Friday, February 25, 2022

Strangers on a train


     “Excuse me; is this the right track for the train going downtown?” an older man asked Tuesday, as we stood waiting in the Northbrook Metra station.
     I told him it is, adding that he needn’t worry about missing his stop, Union Station.
     “The train will empty out,” I said. "Everyone will get off."
     The man explained he had not been downtown in a long time, since he is retired. I asked what he did when he was working.
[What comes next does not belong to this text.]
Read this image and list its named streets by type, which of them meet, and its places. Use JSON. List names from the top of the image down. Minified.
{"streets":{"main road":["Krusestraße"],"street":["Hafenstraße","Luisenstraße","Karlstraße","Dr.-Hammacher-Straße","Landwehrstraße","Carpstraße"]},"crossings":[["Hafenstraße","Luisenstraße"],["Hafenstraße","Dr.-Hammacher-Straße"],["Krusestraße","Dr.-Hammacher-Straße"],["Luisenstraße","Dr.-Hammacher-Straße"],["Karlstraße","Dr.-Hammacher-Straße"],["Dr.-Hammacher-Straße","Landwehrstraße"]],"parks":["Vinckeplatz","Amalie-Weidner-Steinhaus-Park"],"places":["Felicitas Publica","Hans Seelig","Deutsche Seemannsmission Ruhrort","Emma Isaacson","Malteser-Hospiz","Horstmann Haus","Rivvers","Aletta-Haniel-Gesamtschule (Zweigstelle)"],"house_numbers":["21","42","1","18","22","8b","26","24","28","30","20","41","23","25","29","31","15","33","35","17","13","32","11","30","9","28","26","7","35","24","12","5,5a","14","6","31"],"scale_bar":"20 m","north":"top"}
He said he was an engineer; he did architectural drawings on the first 40 floors of the John Hancock Center.
     I asked him what was it like to work for Fazlur Khan, the great structural engineer who, along with architect Bruce Graham, conceived the building in the 1960s. Those Xs on the outside of the Hancock aren’t just cool-looking — they provide structural support, freeing up floor space. It made very tall buildings economically viable for the first time.
     “He was wonderful,” the man said, proceeding to tell a story about the large technical drawings they’d produce.
     “The paper was thin, and there was only so many times you could erase it,” he said. An architect arrived with a mass of changes, and the man despaired at fitting them all on the existing drawings.
     The train arrived. I entered first, took the double seat at the front of the car, and gestured him into the seat across from me.
     The man told how he presented the situation to Khan.
     “Whenever you bring someone a problem, you should also bring a solution,” he said, excellent general work advice.